The Court of Appeal came to the rescue of an RTM Company in respect of “trivial defects” made when exercising the right to manage in the recent case of Elim Court RTM Co Ltd v Avon Freeholds Limited [2017] EWCA Civ 89.

It was the RTM company’s third attempt to invoke the right to manage under the Commonhold and Leasehold Reform Act 2002. It appealed the decision of the Upper Tribunal which had determined that various procedural defects in the notices served in the statutory process caused the claim to fail.

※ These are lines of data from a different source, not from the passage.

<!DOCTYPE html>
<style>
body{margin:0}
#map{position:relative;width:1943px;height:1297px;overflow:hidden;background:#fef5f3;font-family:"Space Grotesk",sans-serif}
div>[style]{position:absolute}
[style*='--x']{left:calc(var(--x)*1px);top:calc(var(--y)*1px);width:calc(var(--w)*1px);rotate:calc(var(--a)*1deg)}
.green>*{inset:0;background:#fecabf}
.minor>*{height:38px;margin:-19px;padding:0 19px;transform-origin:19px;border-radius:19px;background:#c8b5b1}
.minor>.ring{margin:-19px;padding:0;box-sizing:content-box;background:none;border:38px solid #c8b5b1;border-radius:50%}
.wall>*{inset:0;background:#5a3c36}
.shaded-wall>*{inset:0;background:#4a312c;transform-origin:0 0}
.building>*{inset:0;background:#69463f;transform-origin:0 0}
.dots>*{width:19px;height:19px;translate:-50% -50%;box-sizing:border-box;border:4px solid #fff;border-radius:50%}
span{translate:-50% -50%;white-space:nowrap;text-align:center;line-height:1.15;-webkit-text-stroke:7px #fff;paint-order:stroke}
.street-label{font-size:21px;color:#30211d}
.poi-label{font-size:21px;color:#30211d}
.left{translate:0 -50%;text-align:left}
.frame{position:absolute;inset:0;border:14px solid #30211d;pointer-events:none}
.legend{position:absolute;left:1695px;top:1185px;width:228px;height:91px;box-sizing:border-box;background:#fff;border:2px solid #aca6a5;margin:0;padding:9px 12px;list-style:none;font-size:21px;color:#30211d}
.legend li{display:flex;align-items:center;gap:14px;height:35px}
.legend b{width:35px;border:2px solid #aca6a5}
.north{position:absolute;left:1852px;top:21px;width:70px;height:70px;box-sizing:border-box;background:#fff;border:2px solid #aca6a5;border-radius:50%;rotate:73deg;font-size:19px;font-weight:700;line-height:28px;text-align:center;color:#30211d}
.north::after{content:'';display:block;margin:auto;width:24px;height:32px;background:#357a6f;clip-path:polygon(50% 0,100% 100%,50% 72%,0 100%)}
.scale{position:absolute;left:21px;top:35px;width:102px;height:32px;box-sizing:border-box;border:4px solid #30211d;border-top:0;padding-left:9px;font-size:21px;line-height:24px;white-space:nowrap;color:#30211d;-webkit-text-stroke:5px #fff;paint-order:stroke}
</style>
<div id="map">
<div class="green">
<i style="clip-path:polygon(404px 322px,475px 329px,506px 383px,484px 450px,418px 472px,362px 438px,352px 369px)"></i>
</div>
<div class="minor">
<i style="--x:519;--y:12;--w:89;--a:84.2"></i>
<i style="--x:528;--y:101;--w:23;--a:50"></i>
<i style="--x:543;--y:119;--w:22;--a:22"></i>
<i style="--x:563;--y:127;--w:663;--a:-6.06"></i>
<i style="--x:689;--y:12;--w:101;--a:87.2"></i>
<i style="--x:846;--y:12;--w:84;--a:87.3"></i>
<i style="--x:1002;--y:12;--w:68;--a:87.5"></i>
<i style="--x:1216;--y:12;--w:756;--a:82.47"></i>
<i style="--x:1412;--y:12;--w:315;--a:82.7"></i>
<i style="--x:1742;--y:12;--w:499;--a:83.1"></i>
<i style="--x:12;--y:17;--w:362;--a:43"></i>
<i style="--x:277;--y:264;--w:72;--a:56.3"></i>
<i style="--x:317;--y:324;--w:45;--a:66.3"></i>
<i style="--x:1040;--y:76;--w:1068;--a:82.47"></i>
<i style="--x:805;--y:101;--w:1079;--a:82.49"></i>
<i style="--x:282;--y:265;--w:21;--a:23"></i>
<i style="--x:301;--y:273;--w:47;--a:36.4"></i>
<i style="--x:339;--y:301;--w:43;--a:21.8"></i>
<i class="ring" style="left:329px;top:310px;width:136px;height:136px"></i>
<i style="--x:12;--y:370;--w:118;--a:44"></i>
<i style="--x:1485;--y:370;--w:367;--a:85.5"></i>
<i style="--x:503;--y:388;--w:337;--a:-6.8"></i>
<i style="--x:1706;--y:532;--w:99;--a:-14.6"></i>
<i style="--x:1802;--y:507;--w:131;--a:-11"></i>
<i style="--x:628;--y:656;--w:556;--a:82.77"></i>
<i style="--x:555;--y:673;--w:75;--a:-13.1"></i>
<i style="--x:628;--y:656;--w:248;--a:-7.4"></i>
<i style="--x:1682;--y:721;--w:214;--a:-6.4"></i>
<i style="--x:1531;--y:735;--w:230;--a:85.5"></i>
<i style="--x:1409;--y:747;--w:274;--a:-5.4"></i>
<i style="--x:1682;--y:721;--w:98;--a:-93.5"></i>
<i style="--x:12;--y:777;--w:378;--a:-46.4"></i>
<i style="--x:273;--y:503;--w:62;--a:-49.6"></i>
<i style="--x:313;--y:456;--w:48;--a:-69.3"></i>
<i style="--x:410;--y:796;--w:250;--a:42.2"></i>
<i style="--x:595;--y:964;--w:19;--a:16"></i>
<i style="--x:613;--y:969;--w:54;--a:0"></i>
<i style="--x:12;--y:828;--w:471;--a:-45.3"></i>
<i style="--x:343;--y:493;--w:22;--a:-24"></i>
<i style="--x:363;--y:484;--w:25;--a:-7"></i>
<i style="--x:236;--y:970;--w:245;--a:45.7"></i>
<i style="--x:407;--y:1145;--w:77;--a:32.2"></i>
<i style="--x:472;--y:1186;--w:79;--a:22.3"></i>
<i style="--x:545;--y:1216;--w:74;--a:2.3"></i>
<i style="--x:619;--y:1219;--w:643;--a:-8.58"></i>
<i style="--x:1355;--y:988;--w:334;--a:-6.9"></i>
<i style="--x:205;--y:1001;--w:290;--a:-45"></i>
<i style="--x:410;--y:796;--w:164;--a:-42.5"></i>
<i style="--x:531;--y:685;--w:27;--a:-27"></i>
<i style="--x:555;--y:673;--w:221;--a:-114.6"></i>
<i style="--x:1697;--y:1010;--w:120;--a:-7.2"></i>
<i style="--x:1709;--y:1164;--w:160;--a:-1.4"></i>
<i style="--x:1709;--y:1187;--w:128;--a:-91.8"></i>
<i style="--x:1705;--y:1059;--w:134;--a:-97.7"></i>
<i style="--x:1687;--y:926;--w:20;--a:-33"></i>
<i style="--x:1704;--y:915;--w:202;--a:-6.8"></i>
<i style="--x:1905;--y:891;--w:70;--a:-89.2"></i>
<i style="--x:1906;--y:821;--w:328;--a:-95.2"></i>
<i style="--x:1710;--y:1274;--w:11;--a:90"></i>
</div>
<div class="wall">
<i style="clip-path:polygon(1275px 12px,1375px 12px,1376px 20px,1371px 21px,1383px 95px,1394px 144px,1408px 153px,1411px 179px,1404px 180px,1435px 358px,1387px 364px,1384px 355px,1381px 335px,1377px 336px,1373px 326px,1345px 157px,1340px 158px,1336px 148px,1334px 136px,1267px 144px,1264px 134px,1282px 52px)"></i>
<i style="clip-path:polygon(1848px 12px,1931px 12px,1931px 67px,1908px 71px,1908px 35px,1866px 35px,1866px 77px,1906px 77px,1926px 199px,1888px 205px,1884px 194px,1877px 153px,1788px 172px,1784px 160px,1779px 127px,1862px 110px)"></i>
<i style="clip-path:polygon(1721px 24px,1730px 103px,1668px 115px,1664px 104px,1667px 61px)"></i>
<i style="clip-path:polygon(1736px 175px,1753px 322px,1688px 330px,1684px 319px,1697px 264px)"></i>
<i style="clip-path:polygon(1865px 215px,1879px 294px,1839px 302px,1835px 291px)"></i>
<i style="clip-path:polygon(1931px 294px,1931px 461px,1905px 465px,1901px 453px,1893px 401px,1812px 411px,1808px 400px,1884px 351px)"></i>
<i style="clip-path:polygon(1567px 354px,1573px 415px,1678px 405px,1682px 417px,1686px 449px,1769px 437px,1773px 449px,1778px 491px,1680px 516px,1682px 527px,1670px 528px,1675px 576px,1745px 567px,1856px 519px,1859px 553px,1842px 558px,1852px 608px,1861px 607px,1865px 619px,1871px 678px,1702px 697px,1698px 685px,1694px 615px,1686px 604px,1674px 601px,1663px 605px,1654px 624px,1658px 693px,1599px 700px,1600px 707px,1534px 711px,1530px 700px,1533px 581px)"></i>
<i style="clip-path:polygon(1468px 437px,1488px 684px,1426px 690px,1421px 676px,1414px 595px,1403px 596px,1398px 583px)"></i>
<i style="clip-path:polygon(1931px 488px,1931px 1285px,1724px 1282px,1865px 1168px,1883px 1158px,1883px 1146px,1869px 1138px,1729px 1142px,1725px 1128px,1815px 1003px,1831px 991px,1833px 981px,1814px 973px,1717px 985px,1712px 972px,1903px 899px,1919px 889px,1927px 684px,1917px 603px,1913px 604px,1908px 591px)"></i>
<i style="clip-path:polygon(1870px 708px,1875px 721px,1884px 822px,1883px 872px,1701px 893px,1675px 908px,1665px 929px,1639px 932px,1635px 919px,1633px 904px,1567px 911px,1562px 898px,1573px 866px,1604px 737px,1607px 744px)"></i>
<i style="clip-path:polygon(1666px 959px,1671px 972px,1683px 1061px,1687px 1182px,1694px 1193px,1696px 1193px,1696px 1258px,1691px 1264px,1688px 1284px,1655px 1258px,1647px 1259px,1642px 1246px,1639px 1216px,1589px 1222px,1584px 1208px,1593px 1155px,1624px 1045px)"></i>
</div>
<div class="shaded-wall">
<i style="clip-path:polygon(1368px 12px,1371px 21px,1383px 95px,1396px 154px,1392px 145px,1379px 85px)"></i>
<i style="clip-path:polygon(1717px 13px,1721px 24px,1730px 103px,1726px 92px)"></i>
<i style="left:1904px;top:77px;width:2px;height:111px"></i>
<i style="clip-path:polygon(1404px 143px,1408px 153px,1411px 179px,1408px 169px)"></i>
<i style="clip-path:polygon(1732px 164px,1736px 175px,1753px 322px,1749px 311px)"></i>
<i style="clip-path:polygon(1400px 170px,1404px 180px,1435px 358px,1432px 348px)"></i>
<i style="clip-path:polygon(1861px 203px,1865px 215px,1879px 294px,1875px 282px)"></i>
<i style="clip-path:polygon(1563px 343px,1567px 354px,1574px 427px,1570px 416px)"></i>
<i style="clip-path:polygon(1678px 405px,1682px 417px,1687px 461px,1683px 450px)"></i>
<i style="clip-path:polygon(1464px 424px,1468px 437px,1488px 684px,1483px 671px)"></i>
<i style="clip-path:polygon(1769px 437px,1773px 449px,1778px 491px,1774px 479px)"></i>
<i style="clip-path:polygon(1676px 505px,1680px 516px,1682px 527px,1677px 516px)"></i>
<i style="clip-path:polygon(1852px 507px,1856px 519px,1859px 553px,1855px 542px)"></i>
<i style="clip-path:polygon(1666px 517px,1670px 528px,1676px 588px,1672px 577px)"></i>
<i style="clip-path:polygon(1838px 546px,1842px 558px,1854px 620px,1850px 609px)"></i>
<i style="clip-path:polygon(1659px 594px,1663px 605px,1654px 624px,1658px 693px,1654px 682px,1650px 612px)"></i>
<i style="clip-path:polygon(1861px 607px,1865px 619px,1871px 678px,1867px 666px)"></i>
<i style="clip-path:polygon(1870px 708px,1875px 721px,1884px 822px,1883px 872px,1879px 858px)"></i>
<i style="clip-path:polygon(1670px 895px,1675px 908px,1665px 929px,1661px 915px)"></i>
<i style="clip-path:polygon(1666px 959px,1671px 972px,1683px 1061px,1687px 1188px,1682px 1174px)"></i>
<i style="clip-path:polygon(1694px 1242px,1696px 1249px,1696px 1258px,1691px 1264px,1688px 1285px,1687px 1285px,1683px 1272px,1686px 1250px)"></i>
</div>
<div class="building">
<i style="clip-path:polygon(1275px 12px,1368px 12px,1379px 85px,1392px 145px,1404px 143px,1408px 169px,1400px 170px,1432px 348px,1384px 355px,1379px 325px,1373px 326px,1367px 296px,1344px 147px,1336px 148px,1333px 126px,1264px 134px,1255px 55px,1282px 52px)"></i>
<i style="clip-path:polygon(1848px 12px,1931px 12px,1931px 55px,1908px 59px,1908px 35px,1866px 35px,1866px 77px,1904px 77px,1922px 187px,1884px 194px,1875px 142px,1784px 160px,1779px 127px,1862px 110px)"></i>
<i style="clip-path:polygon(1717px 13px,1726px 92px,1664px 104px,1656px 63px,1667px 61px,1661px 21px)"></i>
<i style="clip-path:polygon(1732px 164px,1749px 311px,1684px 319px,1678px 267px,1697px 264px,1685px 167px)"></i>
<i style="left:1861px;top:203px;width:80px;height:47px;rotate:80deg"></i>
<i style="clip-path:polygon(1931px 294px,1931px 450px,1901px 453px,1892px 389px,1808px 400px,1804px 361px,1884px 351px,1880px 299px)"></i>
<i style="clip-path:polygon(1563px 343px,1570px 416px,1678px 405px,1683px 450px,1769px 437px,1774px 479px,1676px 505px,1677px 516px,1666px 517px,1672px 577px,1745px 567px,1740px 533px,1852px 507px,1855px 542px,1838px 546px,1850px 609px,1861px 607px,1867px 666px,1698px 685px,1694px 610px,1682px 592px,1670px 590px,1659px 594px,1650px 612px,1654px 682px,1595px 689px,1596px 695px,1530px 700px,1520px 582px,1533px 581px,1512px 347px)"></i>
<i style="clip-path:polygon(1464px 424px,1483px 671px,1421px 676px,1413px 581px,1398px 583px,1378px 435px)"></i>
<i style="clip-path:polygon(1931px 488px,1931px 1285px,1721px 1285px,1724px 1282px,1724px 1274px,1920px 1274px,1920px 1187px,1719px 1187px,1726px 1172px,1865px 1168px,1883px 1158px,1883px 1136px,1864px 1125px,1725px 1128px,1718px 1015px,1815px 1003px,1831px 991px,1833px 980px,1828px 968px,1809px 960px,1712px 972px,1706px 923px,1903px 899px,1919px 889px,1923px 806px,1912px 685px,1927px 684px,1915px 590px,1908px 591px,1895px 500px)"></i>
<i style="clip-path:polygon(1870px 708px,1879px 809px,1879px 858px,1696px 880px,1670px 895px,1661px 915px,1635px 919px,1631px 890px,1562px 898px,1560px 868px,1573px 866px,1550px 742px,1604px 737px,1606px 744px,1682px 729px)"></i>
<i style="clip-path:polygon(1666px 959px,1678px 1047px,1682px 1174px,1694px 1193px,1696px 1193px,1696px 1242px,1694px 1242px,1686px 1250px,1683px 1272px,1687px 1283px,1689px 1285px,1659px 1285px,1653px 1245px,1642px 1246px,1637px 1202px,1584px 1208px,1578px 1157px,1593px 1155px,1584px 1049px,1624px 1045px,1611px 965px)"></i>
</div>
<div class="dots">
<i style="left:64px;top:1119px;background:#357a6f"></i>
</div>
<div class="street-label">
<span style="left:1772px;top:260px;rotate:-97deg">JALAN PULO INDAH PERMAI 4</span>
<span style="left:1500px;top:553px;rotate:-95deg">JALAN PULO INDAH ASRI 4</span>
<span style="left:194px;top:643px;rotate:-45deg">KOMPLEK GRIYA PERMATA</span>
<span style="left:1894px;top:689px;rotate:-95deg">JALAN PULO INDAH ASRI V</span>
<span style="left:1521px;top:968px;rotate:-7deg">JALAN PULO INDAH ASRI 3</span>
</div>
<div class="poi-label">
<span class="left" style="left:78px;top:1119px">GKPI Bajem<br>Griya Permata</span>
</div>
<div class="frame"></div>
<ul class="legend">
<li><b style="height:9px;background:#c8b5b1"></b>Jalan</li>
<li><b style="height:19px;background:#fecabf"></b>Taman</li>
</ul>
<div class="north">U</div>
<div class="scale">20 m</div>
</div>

The appeal was allowed, the Court of Appeal considering that the failure to comply with every trivial detail in either the statutory notices or the procedure will not always invalidate notices. The decision demonstrates the shift away from the classification of statutory requirements as either “mandatory” or “directory”. Following the principles laid down in the case of Natt v Osman [2014] EWCA Civ 1520, the Court focused on the substance of the statute and the consequences of non-compliance. It considered whether Parliament had intended that a landlord should succeed in obstructing the acquisition of rights by relying on what it considered to be minor defects.

The Court acknowledged that whilst it had been Parliament’s intention that the statutory procedures should have been as simple as possible, in fact the procedures in place have far from eliminated the scope for dispute. L J Lewisham considered that the existing procedure contained “traps for the unwary” which served to provide landlords the opportunity to take objections based on technical points which he considered to be of no significant consequence but which “bedevilled” the right to manage.

Whilst leaseholders may be relieved at the Court of Appeal’s finding in this case, best practice dictates that compliance with the law and procedure is still required to avoid potential disputes and the uncertainty, delays and costs that may flow.